#360 | Quantifying Sequence of Return Risk with LISA
Risk is a fiendishly difficult thing to quantify. In financial theory, risk is usually quantified in terms of standard deviation – the greater the variance, the greater the risk. Famously, Nassim Taleb popularized the idea of “black swan” events that don’t fit into a nice and neat normal distribution but are a regular feature of distributions with “fat tails.” The fact that the Great Financial Crisis was often described as a multi-sigma event says more about the quality of the risk model than it does about the event itself. As a result, financial risk is increasingly being seen less in terms of tame volatility and more in terms of ruin, fragility, convexity and asymmetry, all of which are non-linear and unpredictable.
If risk is hard to define and quantify in traditional financial instruments, it is even more so for life insurance. There are just too many elements – mortality experience, policy funding, non-guaranteed element changes, life insurer investment returns, non-linear policy charges, just to name a few. A “risky” product can be made safe by appropriate funding. A “safe” product can be made risky by inadequate funding. A “solid” product can come undone by changes to non-guaranteed charges. A “well-funded” product can lapse if crediting performance deteriorates.
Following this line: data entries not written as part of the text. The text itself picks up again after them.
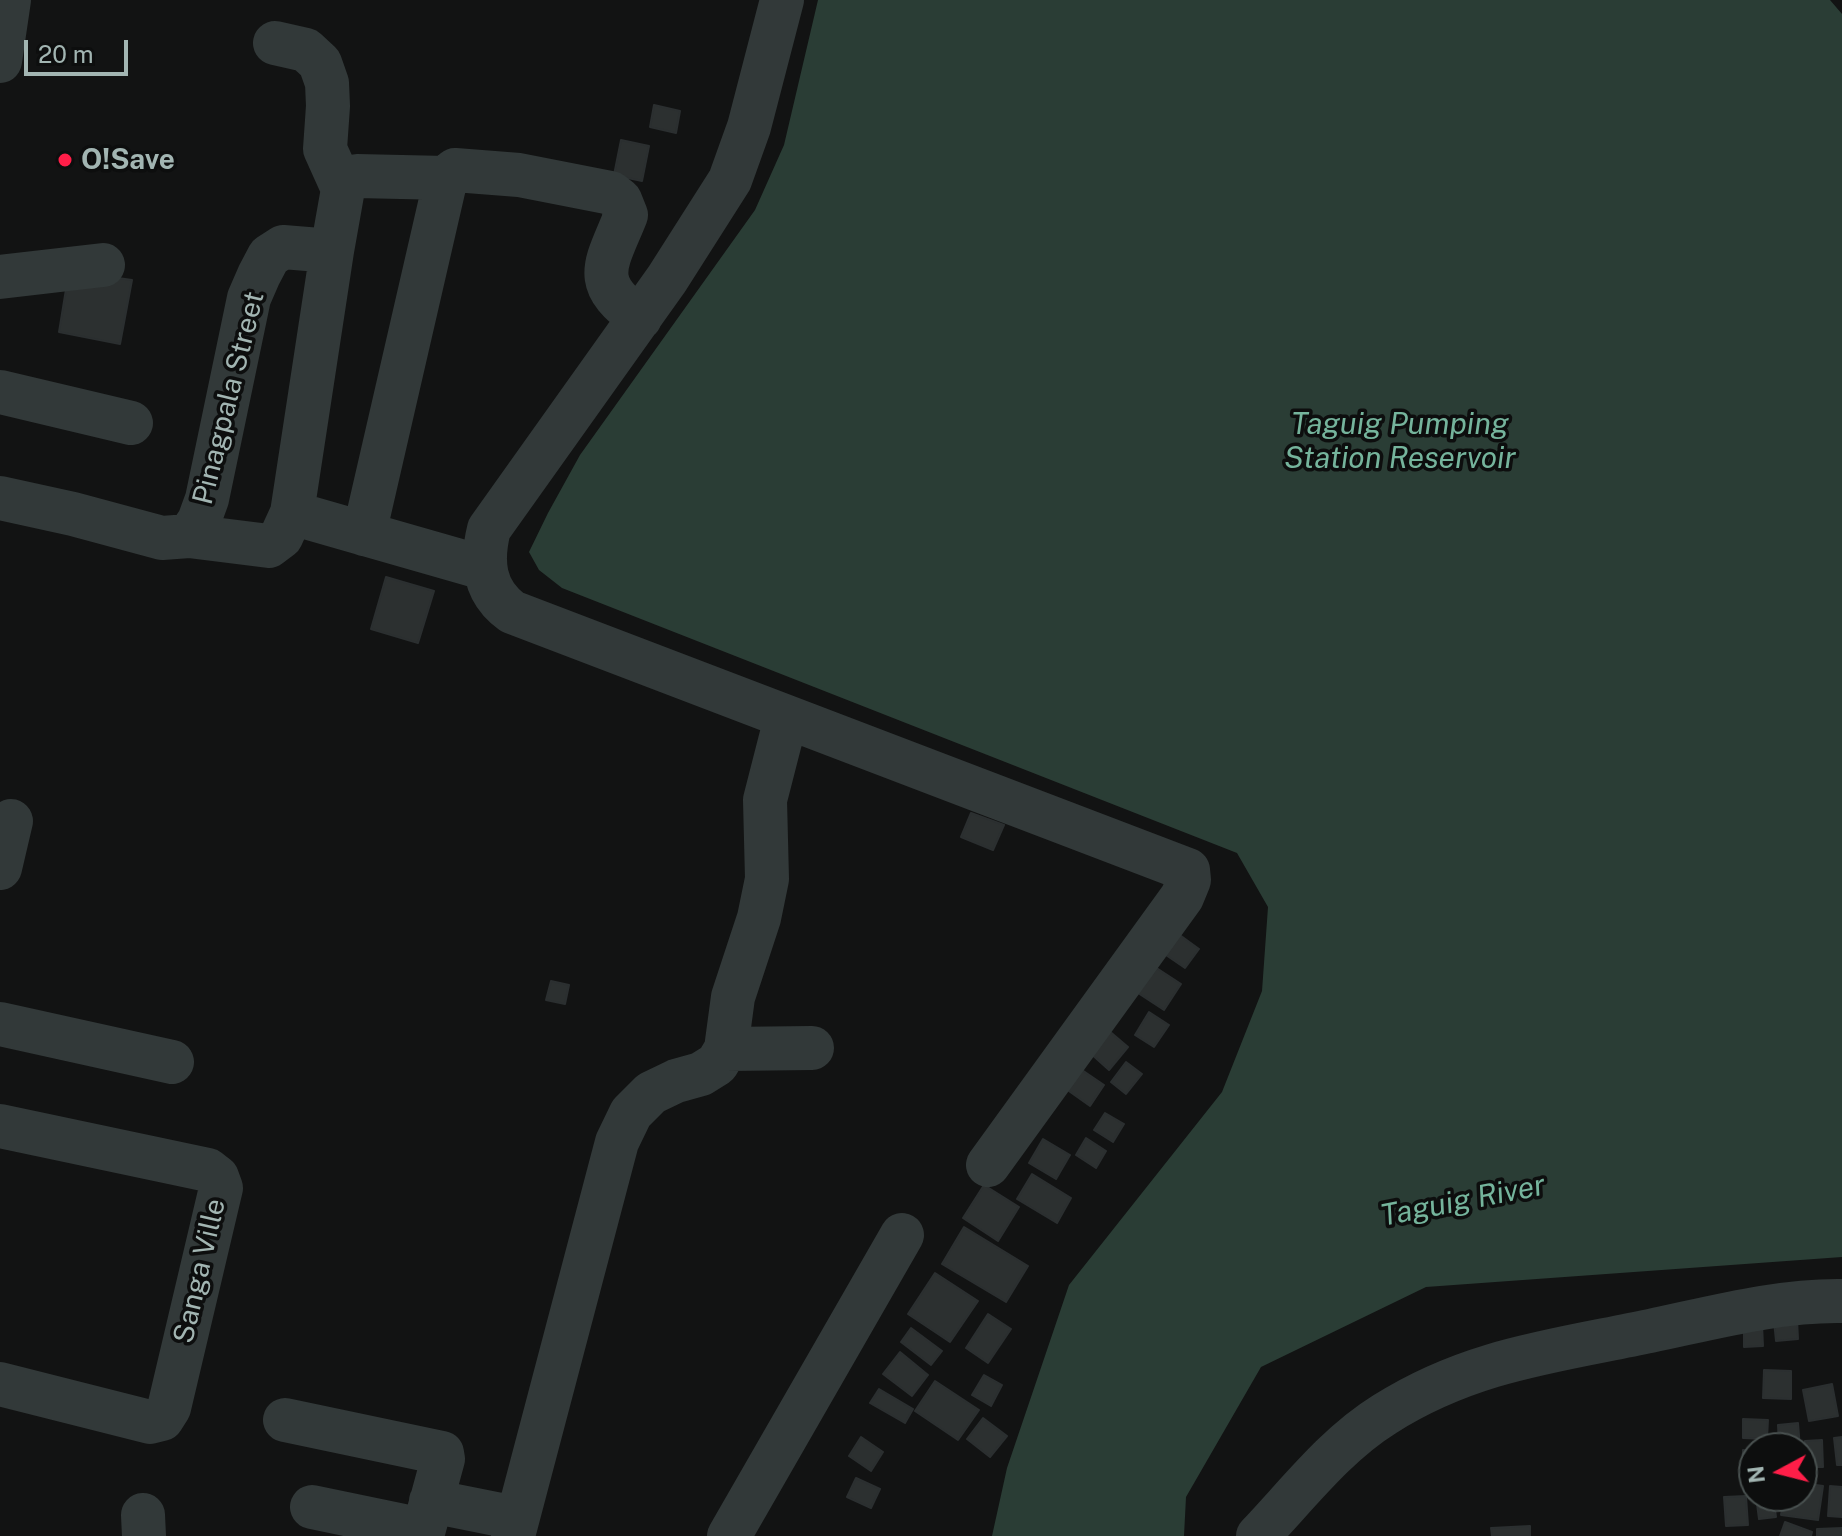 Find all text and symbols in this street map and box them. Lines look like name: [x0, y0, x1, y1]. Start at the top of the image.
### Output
scale bar: [28, 24, 132, 74]
text: 20 m: [38, 40, 94, 68]
place label: O!Save: [81, 143, 175, 177]
marker: O!Save: [56, 151, 74, 169]
street label: Pinagpala Street: [186, 288, 272, 508]
water label: Taguig Pumping Station Reservoir: [1284, 407, 1516, 478]
water label: Taguig River: [1378, 1167, 1548, 1235]
street label: Sanga Ville: [167, 1195, 233, 1347]
north arrow: [1738, 1432, 1818, 1512]
text: N: [1742, 1465, 1770, 1485]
That is why there has never been a comprehensive philosophy, framework or model for risk in life insurance products. I’ve been asked many, many times over the years to come up with some sort of “scoring” system for life insurance products to quantify their risk and return potential and my answer every time is the same – it’s impossible. In my view, there is no way to do it and to support it with a broadly applied and rigorous framework that isn’t riddled with exceptions.
Because real risk quantification is essentially impossible, the industry seems to fall back on a simplified view of risk based on pure volatility of returns. We assume that Whole Life is riskless because the cash value is guaranteed to grow and the death benefit is guaranteed to be in-force. We assume that Universal Life has slightly more risk because it has weaker guarantees. We assume that Indexed UL has still more risk because it has variability of index-linked returns, despite having a crediting floor. And we assume that Variable UL has still the most risk because it can experience the full ups and downs of the market, full volatility. When you do that, you get a “risk spectrum” that usually is stylized to look something like this:
As I wrote in #135 | Indexed UL on the Risk Spectrum – Part 1, this sort of middle-ground positioning for Indexed UL is not correct. In reality, by any statistical measure of variance, “risk” in Indexed UL is virtually indistinguishable from risk in Universal Life. A more accurate graph would have Indexed UL nearly overlapping with Universal Life.
The positioning for Variable UL is also incorrect. VUL can have fixed accounts, indexed accounts, structured accounts and separate accounts that range from money market funds to small cap tech funds. The reality is that VUL covers nearly the whole spectrum. That’s what makes it such a powerful product. And finally, the reason why I put Whole Life above Universal Life is because of participation. Some long-term returns in Universal Life will have to go to shareholders. But with participating products, those long-term returns only have one place to go – policyholders. As a result, all else being equal, participating Whole Life should outperform non-participating Universal Life.
However, I think this sort of risk/return analysis is fundamentally misleading for the simple reason that all of the returns on this graph, with the exception of Variable UL returns in separate accounts, are discretionary. The life insurer controls them. Whole Life should outperform Universal Life, but if the company writing the Whole Life policy has issues – as we saw with Ohio National – then the relationship could invert. Same goes for Indexed UL versus Universal Life if the company pummels caps for in-force policyholders, as Accordia has done.
And, of course, Universal Life can perform significantly worse than Whole Life if the company drops the crediting rate to the guarantees and refuses to increase them even if conditions have improved, which is what Lincoln did in 2011 to its in-force Universal Life block and has kept them there ever since. This graph only works if all of the products are written and priced identically by the same life insurer. Other than that, all bets are off. These dots could be anywhere.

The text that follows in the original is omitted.